• Exercise prompt:
Determine which lines of the records include the word "lineWidth", and copy them.

◆ ◆ ◆ ◆ ◆

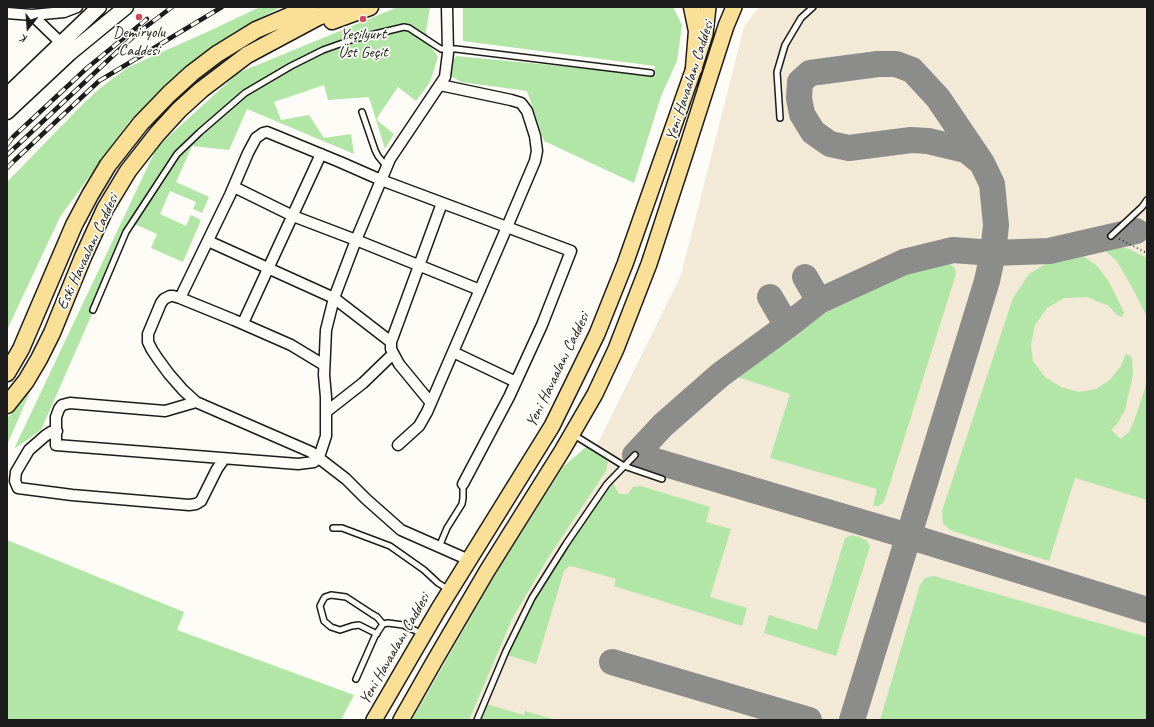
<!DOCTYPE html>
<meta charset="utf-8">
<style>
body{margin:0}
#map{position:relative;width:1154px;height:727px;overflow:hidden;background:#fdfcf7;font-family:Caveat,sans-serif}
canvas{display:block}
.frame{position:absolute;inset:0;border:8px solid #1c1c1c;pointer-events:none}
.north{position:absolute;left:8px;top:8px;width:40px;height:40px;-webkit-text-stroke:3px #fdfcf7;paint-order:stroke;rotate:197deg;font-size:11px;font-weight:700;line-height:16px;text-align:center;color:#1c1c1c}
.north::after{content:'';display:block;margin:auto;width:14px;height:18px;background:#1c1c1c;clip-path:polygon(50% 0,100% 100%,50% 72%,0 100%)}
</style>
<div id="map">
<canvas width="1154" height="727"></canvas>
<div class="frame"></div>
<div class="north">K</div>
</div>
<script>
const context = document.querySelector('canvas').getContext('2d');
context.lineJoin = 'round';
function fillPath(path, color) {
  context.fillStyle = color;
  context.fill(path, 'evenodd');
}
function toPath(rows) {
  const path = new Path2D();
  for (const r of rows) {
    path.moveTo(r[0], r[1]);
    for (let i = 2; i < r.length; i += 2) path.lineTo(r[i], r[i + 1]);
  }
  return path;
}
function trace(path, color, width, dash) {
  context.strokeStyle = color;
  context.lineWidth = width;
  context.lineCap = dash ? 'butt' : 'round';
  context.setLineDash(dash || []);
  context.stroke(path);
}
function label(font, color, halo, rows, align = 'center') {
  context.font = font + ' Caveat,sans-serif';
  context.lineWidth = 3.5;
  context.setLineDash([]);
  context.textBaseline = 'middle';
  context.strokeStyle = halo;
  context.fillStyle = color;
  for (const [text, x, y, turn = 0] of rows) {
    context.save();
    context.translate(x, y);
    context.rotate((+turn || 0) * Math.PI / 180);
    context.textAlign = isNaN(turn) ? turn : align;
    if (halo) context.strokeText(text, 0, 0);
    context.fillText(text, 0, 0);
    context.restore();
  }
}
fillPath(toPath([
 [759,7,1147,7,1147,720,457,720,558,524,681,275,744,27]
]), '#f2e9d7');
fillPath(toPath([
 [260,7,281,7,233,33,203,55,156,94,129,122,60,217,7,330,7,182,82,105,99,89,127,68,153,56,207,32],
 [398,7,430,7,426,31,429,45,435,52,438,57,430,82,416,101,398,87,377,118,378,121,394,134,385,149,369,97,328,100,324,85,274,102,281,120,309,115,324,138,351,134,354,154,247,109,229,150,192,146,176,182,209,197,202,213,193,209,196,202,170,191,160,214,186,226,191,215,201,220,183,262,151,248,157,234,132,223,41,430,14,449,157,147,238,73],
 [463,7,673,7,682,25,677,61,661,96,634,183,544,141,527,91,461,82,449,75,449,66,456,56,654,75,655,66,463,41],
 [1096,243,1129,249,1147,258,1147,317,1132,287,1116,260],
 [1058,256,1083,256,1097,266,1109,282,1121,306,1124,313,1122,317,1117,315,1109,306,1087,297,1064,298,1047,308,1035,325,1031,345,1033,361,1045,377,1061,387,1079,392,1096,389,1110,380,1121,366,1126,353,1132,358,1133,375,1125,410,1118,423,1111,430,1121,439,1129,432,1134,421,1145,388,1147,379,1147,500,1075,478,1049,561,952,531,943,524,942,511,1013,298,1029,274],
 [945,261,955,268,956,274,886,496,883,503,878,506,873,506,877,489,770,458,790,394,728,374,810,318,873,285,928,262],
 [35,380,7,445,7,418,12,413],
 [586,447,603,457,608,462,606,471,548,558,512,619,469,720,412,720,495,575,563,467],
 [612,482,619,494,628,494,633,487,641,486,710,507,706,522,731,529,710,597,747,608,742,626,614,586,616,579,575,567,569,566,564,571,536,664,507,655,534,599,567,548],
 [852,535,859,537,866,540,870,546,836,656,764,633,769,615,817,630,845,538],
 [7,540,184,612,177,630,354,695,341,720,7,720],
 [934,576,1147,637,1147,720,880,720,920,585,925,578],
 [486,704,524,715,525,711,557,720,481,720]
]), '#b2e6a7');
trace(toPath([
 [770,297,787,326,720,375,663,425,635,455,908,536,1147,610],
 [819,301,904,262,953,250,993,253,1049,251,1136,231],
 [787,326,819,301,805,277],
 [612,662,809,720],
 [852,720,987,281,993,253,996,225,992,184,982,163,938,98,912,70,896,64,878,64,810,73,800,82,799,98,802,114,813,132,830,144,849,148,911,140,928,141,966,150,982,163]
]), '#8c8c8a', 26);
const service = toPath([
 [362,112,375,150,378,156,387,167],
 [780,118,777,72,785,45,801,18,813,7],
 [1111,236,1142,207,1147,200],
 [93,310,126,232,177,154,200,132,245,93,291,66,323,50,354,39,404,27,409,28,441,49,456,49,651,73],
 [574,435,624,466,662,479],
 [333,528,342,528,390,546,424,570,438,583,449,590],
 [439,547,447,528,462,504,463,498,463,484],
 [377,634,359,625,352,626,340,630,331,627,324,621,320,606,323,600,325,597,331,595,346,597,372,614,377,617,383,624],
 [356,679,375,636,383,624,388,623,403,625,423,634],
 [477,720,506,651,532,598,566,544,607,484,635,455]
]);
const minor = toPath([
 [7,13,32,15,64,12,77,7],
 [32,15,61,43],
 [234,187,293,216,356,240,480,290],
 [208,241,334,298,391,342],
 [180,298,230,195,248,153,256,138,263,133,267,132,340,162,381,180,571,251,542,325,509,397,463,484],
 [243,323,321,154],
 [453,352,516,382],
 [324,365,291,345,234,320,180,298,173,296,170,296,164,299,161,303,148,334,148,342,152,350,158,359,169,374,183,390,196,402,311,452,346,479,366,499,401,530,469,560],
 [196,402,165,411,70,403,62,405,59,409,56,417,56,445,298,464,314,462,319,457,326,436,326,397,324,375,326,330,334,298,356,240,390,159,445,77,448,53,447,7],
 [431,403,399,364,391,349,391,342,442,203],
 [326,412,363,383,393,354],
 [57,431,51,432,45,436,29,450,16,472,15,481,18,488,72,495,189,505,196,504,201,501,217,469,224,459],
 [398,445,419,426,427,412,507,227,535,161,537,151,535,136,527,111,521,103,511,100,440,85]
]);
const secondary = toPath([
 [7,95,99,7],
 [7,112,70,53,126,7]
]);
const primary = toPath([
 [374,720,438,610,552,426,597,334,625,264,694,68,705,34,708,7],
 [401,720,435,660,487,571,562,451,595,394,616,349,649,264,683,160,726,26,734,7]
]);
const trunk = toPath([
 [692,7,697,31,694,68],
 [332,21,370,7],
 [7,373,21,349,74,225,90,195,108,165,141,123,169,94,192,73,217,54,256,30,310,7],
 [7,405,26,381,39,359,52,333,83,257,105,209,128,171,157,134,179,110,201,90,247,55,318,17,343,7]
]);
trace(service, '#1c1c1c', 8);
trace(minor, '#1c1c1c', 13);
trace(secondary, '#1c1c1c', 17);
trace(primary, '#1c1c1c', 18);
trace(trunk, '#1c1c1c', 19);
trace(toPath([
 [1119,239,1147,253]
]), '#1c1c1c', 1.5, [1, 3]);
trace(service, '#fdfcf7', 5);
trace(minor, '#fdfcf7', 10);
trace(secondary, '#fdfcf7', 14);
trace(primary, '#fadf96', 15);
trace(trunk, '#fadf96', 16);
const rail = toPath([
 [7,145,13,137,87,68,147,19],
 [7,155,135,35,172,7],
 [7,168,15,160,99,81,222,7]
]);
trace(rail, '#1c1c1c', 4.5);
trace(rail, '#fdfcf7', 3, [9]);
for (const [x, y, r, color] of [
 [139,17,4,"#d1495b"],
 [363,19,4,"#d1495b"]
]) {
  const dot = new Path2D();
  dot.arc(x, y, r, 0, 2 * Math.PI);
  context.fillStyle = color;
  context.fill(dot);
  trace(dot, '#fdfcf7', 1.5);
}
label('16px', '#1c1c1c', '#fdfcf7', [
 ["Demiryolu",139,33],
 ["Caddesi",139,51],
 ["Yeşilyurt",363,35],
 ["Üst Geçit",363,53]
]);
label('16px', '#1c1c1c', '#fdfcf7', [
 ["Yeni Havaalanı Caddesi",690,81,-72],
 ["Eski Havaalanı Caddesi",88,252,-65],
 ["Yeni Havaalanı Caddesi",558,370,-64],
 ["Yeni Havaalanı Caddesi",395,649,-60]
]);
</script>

◆ ◆ ◆ ◆ ◆

• Exercise output:
  context.lineWidth = width;
  context.lineWidth = 3.5;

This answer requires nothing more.